Well, so, the person whom I was speaking to said that participating in a hedge fund is basically like playing poker. The problem is: people this time were playing poker not with their money, but with someone else's. She gave Lehman Brothers as an example.
A hedge fund is a private capital pool with particularly stringent requirements to participate. Hedge fund managers "play poker with someone else's money" in the same way that Joe Nobody's mutual fund manager "plays poker with someone else's money". Investments have risk. If that means you're playing poker, then everyone is playing poker pretty much all the time when they do anything.
Hedge funds and investment banks and stock exchanges and other types of financial investment and market trading organisations are too blame for the financial problems. But if they were engaged in activity that was high risk and a scam from the start and they failed, then they would reap the consequences of their actions. This is a type of market regulation that is far more effective than any government mandate or inspectors or regulatory authorities. But this does not negate the need for compliance regulating organisations. From what i understand, which is very limited in this regard, hedge funds, out of the different types of financial organisations, will generally have a larger portion of their business in investment in actual business.
Which type of financial organisation is too blame is probably not the best way to distinguish the culprit. It is better to say what individual organisations were involved? if they were involved, if they received bailout from the corrupt fed, then they are responsible for the financial problem. At the least complicit with the FED in a fraudulent activity.
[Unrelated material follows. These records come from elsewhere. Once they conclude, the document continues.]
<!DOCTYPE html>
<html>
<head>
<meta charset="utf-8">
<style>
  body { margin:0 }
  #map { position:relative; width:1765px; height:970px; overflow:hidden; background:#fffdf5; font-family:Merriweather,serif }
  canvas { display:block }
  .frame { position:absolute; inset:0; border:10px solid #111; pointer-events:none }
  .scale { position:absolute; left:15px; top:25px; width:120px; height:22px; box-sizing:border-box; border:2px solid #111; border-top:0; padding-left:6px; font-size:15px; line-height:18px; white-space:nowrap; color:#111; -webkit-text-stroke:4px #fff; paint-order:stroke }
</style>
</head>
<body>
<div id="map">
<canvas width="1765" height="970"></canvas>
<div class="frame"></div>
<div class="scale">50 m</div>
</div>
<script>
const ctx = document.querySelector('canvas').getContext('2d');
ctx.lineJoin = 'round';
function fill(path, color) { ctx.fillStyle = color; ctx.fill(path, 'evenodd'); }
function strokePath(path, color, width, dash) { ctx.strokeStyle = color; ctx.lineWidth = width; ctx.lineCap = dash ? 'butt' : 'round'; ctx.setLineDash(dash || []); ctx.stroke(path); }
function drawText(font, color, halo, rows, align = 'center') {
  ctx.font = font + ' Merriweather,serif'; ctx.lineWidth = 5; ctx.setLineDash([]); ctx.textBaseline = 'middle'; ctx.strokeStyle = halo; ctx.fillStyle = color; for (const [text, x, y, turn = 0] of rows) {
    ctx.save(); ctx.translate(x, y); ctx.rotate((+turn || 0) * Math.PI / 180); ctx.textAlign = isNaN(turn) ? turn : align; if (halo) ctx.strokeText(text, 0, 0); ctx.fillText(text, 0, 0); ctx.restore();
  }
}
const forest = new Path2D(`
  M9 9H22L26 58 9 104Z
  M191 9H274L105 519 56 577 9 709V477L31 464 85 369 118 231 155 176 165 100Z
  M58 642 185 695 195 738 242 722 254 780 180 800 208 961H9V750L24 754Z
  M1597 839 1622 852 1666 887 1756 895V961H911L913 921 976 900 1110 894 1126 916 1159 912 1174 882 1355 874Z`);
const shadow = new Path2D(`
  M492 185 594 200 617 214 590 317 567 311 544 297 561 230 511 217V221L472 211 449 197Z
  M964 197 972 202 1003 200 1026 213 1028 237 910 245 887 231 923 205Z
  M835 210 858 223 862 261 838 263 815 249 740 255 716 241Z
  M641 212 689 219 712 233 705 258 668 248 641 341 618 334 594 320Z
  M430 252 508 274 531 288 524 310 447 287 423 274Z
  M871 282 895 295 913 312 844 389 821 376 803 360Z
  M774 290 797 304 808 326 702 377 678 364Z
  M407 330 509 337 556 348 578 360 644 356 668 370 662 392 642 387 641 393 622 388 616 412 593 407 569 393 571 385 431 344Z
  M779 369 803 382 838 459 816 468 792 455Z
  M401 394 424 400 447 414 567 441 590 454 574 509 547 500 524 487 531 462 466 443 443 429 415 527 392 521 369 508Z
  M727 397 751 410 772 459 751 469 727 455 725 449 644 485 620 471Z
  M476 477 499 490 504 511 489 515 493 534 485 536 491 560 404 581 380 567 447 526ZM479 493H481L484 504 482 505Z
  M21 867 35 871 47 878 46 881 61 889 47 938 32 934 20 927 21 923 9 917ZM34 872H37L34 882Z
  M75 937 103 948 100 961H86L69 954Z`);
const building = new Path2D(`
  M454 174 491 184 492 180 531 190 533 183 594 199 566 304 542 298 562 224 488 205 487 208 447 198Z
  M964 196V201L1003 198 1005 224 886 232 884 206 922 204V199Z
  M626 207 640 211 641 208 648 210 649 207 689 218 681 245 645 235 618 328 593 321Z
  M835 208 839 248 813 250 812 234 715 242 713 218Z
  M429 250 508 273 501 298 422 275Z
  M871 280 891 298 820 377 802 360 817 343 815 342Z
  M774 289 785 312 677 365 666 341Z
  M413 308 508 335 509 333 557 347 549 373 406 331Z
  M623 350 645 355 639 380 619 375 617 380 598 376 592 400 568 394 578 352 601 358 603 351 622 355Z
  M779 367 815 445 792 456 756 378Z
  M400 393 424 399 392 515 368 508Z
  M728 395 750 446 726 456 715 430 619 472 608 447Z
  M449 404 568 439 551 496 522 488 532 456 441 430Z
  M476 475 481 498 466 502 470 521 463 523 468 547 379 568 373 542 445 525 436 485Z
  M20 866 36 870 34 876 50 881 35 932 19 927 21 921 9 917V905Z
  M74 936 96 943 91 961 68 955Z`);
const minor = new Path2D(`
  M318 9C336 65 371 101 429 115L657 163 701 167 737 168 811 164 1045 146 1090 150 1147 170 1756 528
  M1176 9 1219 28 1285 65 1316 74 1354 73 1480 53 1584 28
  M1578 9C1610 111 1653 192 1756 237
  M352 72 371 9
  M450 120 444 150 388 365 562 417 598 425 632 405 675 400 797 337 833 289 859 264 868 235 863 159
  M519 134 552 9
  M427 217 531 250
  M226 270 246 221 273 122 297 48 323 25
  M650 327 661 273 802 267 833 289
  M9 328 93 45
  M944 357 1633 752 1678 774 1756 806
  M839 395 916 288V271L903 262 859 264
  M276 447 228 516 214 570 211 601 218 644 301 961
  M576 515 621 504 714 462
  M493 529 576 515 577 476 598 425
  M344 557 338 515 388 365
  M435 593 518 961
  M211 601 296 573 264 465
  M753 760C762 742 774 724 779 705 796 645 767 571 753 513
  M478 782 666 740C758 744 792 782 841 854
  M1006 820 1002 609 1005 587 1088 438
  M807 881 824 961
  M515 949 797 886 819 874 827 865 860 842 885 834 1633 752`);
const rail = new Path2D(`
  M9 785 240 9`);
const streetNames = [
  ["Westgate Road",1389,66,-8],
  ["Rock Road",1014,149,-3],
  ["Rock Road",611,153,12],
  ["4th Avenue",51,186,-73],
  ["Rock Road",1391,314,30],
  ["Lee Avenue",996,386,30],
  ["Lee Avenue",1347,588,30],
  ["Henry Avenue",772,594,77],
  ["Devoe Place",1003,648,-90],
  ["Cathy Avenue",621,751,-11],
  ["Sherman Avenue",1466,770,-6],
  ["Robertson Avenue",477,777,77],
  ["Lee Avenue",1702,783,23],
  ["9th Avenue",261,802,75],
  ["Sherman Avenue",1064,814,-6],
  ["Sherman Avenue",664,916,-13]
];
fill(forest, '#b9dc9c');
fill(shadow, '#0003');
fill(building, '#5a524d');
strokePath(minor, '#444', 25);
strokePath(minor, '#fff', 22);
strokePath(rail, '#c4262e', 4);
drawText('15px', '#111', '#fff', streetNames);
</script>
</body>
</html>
FlyingAxe: Well, so, the person whom I was speaking to said that participating in a hedge fund is basically like playing poker. The problem is: people this time were playing poker not with their money, but with someone else's. She gave Lehman Brothers as an example.
Sorry but this makes no sense. Hedge fund "investors" are voluntary partners pooling their capital in partnerships. They "play" with their own (partners') money and are aware of the risks involved.
Lehman Brothers was not a hedge fund. It was an investment bank and a primary dealer for US Treasuries with special government privileges. The people that lost money with Lehman's collapse were its shareholders, creditors (lenders, holders of Lehman bonds), and contract counterparties. The public's (taxpayer's) risk exposure to Lehman existed only through the central banking system explained below.
Market participants (speculating and risking their own money in voluntary exchanges) are not the problem. The problem your dinner guest should be concerned about is fractional reserve banking (fracRB) supported via a lender of last resort (central bank, i.e. the Fed) with the mandate and ability to print money out of thin air in order to bail out said over-leveraged fracR banks. Without the Fed, fracR banks whose assets (mortgages, loans) lose value become insolvent and are unable to perpetuate the Ponzi scheme (the lie) that their depositors actually have money in their accounts. Hence, a CRISIS (!!) is announced and the public is convinced that the Fed must come in and lend money (out of thin air!) to said fracR banks lest ATM's stop giving out cash within hours.
THIS is the reason why these banks were bailed out and were not allowed to go bust (as they should have in a free market). THIS is the mechanism by which bank profits are privatized and their losses socialized. THIS is the mechanism by which banks "play poker" with everyone else's money (not only their shareholders', bondholders', and depositors' but yours and mine too, via the Fed's destruction of the currency in which we save and earn our wages). It's the Federal Reserve System. Not hedge funds.
Give your dinner guest a copy of Ron Paul's "End the Fed" or Murray Rothbard's "The Case Against The Fed".